The auction for this bike lists it as a ’99 model in some places, and a 2000 in others. That might be a difference between the actual model year and the road going title (you did see that it was titled for street work, right?!). Aside from that, the seller indicates that this particular example has seen approximately 3,300 miles since new – which is really not a lot for such exotica.
This RS250 appears to be pretty spotless (which is very difficult to maintain as two strokes are notoriously dirty and forever spitting up oily goo on the shiny bits), and includes some nice add-ons including the Arrow carbon/kevlar silencers. These bikes have tremendous potential (check out the Aprilia Forums for info on how to produce 70+ HP from these little 250s!), but smokers are particularly picky about matching modifications up carefully – real power is usually the result of compression, porting and pipe together along with a matching ECU. Fortunately, a tremendous amout of information is available on these bikes and the engine can share parts with the Suzuki RG 250 series, from which it was derrived.
From the seller:
2000 Aprilia RS250 Cup bike
I have a clear Title in hand. RS runs and rides Excellent!
It’s the closest thing you’ll find to a genuine Grand Prix racing machine on the road, be it two wheels or four. Its 250cc two-stroke motor produces in excess of 60 brake horses, giving it a specific output of 240 bhp per litre – more than the fastest MotoGP bikes and on a par with competitive Formula One engines. And it’s the last one – the fire-breathing two-stroke racer-roadster is about to become extinct. The next batch of Aprilia RS250 road bikes will be the last – as the last bike of its type, it’s the last chance to own one new.

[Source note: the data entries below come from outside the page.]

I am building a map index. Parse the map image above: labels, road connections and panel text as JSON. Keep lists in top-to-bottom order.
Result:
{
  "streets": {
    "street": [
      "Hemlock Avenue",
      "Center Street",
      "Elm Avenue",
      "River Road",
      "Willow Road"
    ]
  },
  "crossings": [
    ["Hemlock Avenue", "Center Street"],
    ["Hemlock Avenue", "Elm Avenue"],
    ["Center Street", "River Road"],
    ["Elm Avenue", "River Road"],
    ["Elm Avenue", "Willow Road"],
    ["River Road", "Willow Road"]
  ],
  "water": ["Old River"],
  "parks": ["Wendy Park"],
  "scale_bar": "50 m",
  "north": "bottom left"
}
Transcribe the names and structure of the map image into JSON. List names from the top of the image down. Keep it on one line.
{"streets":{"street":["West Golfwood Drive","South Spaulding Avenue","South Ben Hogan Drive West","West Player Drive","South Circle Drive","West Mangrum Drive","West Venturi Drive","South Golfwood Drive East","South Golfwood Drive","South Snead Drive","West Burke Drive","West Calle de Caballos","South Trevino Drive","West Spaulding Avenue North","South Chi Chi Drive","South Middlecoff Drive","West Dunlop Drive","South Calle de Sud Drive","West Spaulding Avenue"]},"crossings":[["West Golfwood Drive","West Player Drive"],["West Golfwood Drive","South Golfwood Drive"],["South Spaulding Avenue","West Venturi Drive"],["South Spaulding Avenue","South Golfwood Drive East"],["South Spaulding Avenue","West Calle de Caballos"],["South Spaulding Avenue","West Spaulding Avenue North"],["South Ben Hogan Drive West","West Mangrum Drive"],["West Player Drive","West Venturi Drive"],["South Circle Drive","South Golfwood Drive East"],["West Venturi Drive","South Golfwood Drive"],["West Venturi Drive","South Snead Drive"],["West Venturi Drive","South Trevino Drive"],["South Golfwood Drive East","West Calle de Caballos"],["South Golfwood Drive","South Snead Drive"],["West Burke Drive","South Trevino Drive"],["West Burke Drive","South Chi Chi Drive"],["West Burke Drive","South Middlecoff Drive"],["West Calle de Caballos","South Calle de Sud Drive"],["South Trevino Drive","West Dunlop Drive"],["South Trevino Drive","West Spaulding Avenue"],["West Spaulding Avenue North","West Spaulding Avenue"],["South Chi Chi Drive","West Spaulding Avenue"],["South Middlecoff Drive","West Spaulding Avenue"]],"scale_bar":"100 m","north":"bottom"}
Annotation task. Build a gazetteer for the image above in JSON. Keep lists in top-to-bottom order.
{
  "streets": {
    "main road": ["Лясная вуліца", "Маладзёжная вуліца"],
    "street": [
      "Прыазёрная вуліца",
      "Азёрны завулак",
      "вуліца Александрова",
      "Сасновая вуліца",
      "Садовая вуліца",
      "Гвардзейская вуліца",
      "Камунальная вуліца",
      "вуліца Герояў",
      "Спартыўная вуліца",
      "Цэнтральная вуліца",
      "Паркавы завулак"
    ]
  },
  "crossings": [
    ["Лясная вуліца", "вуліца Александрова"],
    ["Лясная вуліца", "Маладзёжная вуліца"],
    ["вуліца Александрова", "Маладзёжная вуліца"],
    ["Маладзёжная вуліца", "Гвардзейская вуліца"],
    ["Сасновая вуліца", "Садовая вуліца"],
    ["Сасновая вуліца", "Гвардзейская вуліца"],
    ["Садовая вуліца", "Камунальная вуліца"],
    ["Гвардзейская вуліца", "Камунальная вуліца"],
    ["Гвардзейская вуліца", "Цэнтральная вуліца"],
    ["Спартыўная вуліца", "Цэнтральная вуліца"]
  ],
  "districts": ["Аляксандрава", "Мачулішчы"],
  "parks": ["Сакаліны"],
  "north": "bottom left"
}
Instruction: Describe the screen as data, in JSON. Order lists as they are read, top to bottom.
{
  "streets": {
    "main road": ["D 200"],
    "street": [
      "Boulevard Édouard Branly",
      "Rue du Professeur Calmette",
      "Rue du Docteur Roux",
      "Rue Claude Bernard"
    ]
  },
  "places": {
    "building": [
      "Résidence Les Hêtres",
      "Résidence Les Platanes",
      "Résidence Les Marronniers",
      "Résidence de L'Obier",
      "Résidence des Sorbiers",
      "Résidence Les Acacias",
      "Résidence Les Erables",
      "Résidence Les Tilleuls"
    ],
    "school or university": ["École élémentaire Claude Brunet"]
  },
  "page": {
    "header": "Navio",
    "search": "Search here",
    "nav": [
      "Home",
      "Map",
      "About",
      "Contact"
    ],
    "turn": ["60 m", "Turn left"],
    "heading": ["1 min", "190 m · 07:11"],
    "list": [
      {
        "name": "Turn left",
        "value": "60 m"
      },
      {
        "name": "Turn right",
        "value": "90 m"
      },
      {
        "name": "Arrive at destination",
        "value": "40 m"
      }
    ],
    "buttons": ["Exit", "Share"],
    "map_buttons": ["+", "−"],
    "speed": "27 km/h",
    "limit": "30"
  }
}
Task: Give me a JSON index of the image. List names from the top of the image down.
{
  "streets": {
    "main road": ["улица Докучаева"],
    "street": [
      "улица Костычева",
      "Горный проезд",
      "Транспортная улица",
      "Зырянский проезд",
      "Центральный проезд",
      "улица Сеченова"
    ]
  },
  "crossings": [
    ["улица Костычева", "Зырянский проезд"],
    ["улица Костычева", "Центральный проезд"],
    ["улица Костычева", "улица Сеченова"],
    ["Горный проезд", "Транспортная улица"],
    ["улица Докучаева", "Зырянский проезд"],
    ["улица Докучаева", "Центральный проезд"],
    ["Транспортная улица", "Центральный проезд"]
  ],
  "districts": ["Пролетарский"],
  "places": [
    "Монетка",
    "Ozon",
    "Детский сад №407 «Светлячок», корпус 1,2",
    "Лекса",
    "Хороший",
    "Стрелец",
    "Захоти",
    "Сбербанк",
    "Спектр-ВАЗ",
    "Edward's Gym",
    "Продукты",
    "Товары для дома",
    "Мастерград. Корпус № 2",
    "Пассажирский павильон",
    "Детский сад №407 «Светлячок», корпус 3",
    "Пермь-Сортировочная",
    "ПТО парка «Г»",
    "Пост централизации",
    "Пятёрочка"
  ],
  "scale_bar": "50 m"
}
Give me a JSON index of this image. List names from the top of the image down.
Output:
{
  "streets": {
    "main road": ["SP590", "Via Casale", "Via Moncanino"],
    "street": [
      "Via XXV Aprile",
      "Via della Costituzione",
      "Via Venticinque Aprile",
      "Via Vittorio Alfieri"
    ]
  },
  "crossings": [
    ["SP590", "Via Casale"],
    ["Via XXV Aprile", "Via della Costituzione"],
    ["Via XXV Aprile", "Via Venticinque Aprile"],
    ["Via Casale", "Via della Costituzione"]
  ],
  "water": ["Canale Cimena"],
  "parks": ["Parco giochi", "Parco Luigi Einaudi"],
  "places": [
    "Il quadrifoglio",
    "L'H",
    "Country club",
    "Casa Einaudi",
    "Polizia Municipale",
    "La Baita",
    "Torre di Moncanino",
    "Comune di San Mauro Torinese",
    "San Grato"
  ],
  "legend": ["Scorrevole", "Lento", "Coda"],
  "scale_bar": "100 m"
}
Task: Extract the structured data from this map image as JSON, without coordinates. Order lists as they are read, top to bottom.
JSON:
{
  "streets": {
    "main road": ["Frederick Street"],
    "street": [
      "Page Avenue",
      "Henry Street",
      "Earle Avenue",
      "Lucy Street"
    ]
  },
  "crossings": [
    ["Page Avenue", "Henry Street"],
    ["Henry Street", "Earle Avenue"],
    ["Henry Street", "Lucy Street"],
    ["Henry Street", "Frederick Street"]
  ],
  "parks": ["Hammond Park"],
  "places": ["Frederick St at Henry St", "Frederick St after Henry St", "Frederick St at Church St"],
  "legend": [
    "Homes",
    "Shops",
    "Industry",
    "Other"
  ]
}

Ever!!!!
In 2003, Aprilia’s 250 race bikes won 14 of the 16 world championship races, with five different Aprilia riders standing atop the podium. Significantly, the speed traps often showed the fastest ten riders were all Aprilia mounted. Not surprisingly, the roadster bears a very strong visual relationship to Aprilia works racing bikes which won the World 250 title last year in the hands of Manual Poggiali.And riding it was a HOOT!
Funnily enough, while the motor kicks hard over 8000rpm, it is not the motor that is most likely to catch the RS250 rider out – it’s the brakes.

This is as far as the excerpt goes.